Esta política deve garantir condições necessárias para que estes cidadãos vivam com dignidade, rompendo com o assistencialismo e o clientelismo. A Política de Assistência Social deve contribuir no processo emancipatório de seus usuários. Baseada nesta concepção, aponta as seguintes prioridades: a família, a criança e o adolescente, a população de rua, a juventude e a mulher.
Para isso propomos:
- Política de atendimento a criança e adolescente, com a criação das equipes de educação social de rua;
- Política de atendimento a população adulta de rua, com a criação da Casa de Convivência e da equipe de Atendimento Social de Rua, bem como programas para reinserir essa população nas atividades produtivas;
- Programas e projetos: Apoio e atenção ao imigrante, Bolsa Aluguel Social, geração de renda para famílias do PETI (Programa de Erradicação do Trabalho Infantil), programa de apoio jurídico a população de rua, família protetora;
- Política de qualificação dos serviços e estrutura, com a reforma e construção de Centros de Orientação Sócio Educativo (COSES), com o máximo de 25 usuários por educadores.
Quais são as principais diferenças entre o programa de governo do PSOL e o programa de governo de Agnelo Queiroz (PT)? Em se tratando de socialismo e de esquerda, o que difere o PT do PSOL aqui no DF?
(Perguntas dos leitores Gustavo Chauvet e Augustus Rubens)

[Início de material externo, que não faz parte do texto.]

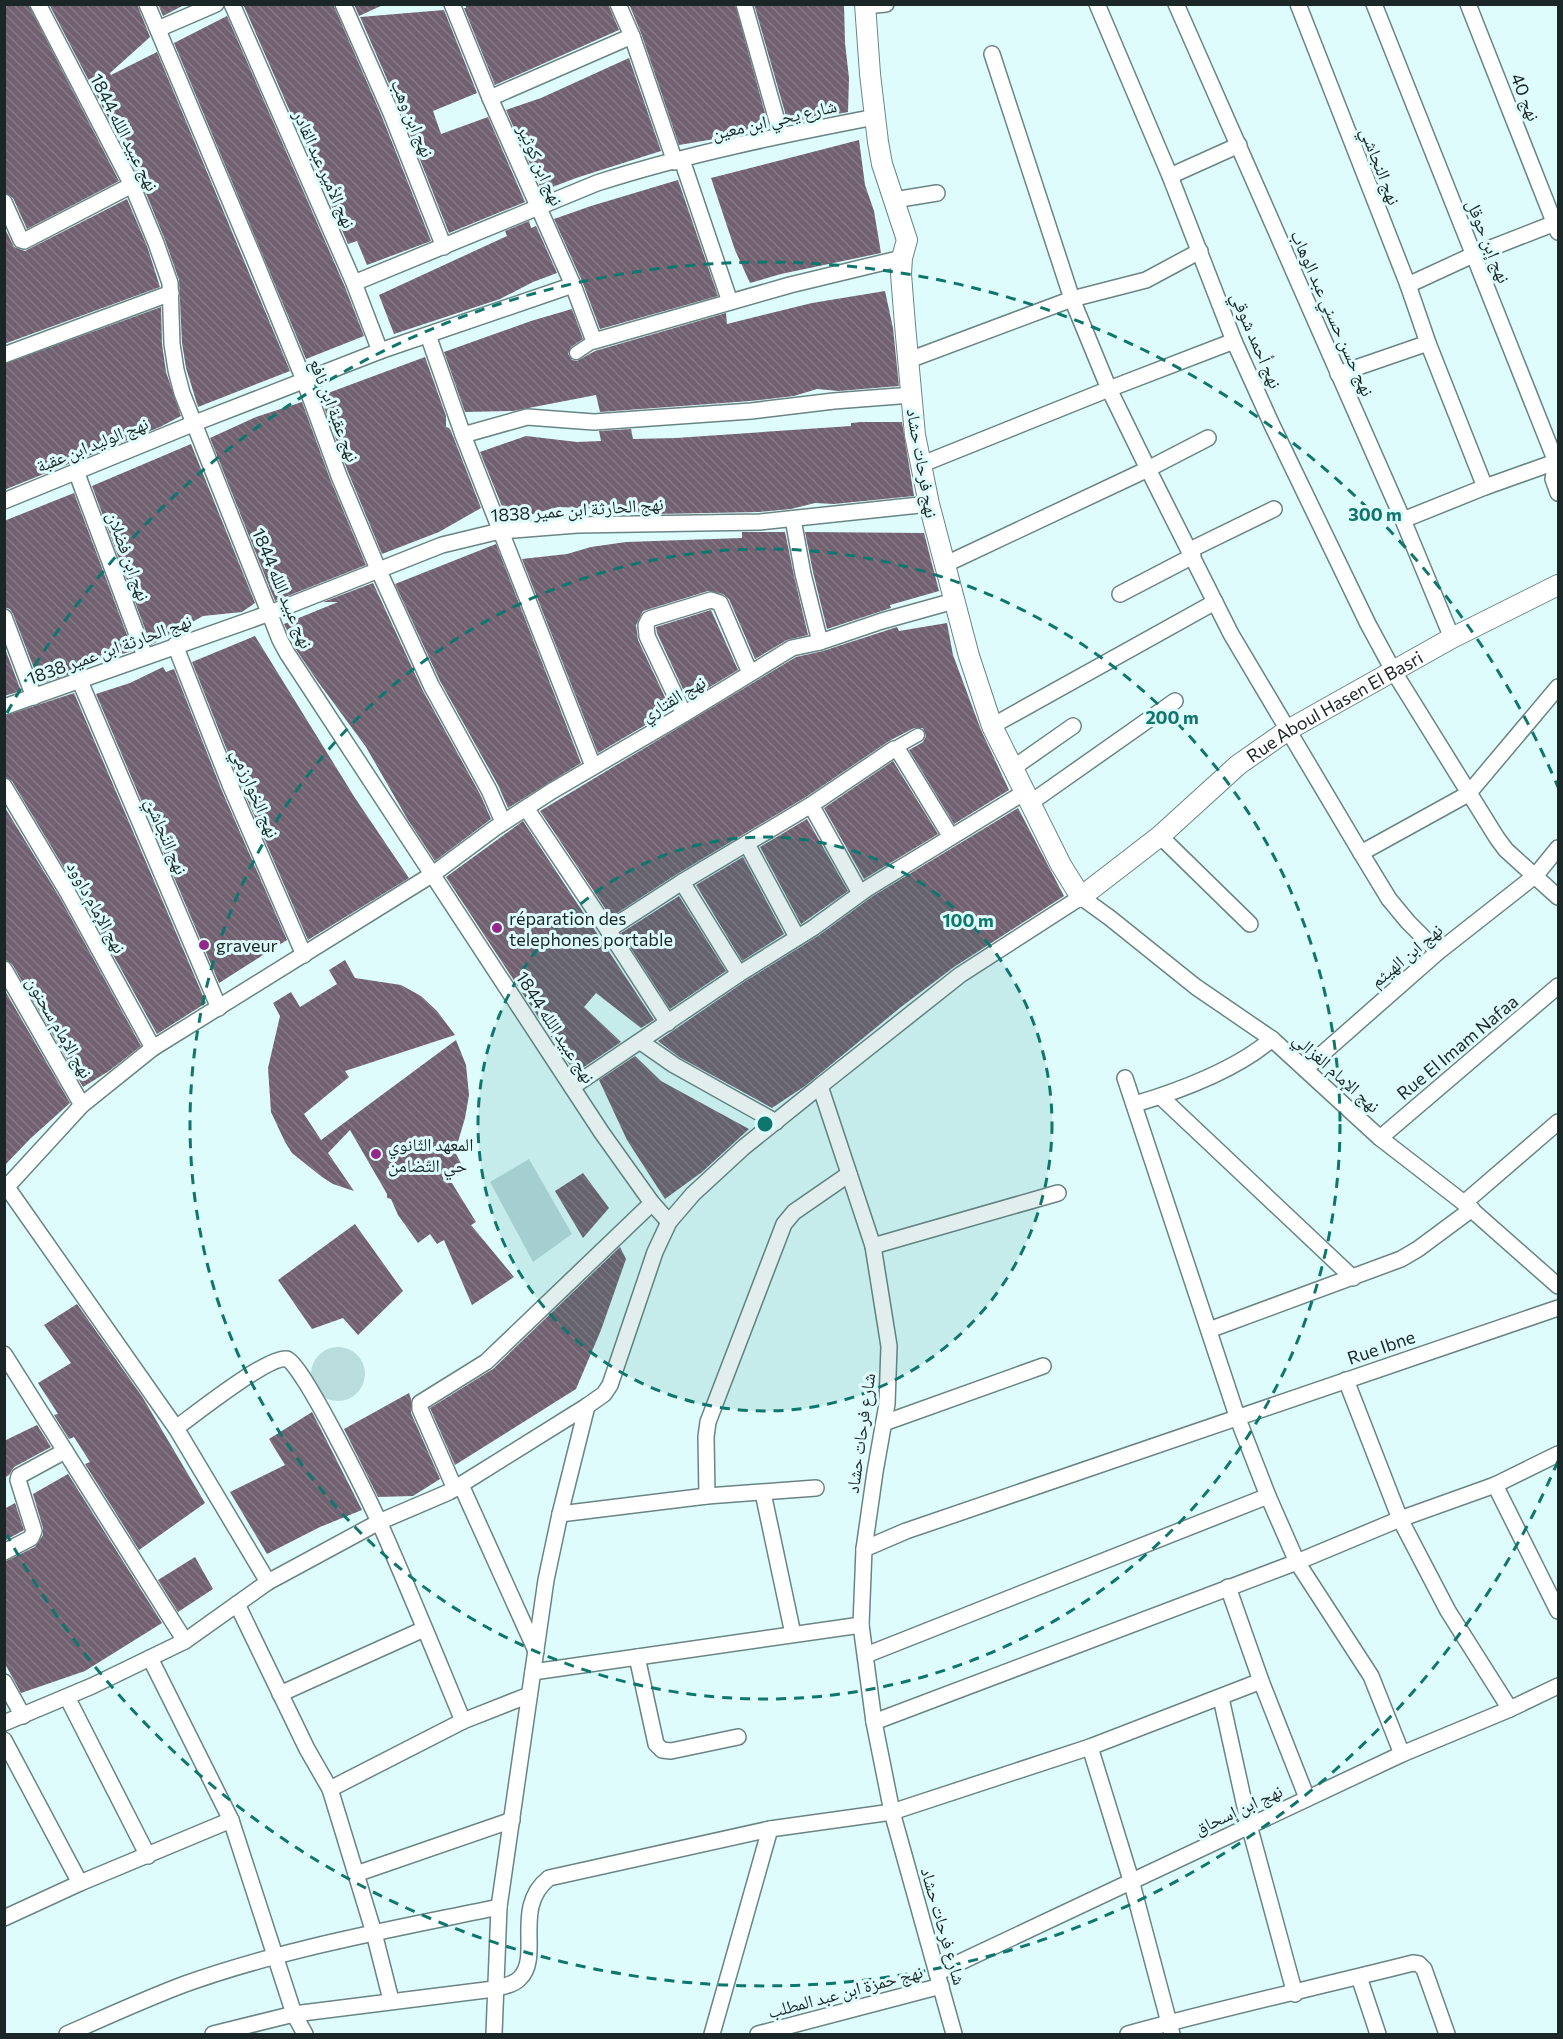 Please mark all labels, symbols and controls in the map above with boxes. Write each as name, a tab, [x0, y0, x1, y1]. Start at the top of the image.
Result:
street label: نهج عبيد اللله 1844	[84, 70, 164, 195]
street label: نهج 40	[1505, 70, 1546, 125]
street label: نهج ابن وهب	[385, 76, 439, 161]
street label: شارع يحي ابن معين	[709, 94, 840, 149]
street label: نهج الأمير عبد القادر	[287, 106, 361, 232]
street label: نهج ابن كوثير	[511, 120, 569, 210]
street label: نهج النجاشي	[1352, 124, 1406, 210]
street label: نهج إبن حوقل	[1460, 196, 1516, 287]
street label: نهج حسن حسني عبد الوهاب	[1282, 227, 1380, 401]
street label: نهج أحمد شوقي	[1223, 288, 1287, 393]
street label: نهج عقبة ابن نافع	[303, 355, 365, 466]
street label: نهج فرحات حشاد	[901, 407, 943, 520]
street label: نهج الوليد ابن عقبة	[33, 412, 152, 478]
street label: نهج الحارثة ابن عمير 1838	[490, 492, 664, 528]
text: 300 m	[1348, 503, 1402, 525]
street label: نهج ابن فضلان	[101, 508, 155, 604]
street label: نهج عبيد اللله 1844	[246, 524, 318, 652]
street label: نهج الحارثة ابن عمير 1838	[24, 609, 195, 691]
street label: Rue Aboul Hasen El Basri	[1242, 646, 1427, 767]
street label: نهج القتاري	[637, 670, 712, 730]
text: 200 m	[1145, 706, 1199, 728]
street label: نهج الخوارزمي	[223, 745, 285, 843]
street label: نهج النّجاشيّ	[137, 794, 193, 880]
street label: نهج الإمام داوود	[61, 857, 131, 958]
place label: réparation des telephones portable	[509, 907, 673, 950]
text: 100 m	[942, 909, 994, 931]
street label: نهج ابن الهيثم	[1365, 918, 1448, 993]
marker: réparation des telephones portable	[490, 921, 504, 935]
place label: graveur	[216, 934, 278, 956]
marker: graveur	[197, 938, 211, 952]
street label: نهج عبيد اللله 1844	[510, 967, 600, 1088]
street label: نهج الإمام سحنون	[20, 972, 98, 1083]
street label: Rue El Imam Nafaa	[1392, 990, 1522, 1104]
street label: نهج الإمام الغزالي	[1286, 1027, 1385, 1120]
centre of rings	[755, 1114, 775, 1134]
place label: المعهد الثّانوي حي التّضامن	[388, 1133, 473, 1181]
marker: المعهد الثّانوي حي التّضامن	[369, 1147, 383, 1161]
street label: Rue Ibne	[1344, 1325, 1418, 1369]
street label: شارع فرحات حشاد	[841, 1371, 880, 1495]
street label: نهج ابن إسحاق	[1190, 1779, 1286, 1841]
street label: شارع فرحات حشاد	[916, 1865, 971, 1988]
street label: نهج حمزة ابن عبد المطلب	[765, 1960, 926, 2024]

Toninho - A diferença básica entre o programa de governo do PSOL das demais candidaturas é que nós vamos implementar as medidas e propostas que registramos junto ao TRE-DF como candidato a governador. Não temos compromissos com as empresas e setores que estão financiando as candidaturas de nossos adversários e concorrentes. As demais candidaturas têm compromissos com segmentos e setores sociais tradicionais e atrasados, que as impedem de cumprir o que escrevem em favor dos setores populares.
Nossas diferenças é que o PSOL é um partido de ficha limpa, onde seus candidatos, militantes e filiados não têm nenhuma história pregressa ou atual vinculadas a “mensalões”, ao rorizismo ou coisa parecida. Essa é a nossa diferença das outras alternativas e coligações partidárias que estão concorrendo às eleições de 3 de outubro.
É claro que uma aliança entre o PMDB e o PT aqui, no Distrito Federal, não tem nada de esquerda ou de socialismo. Basta olhar um pouco para a história pregressa desses partidos, personalidades e candidatos que integram essa coligação.
O senhor não acredita que seria melhor o PSOL ter integrado a grande coligação contra o ex-governador Joaquim Roriz (PSC) que já contava com o apoio do PPS, PMDB, PDT, PSB, PTB e etc?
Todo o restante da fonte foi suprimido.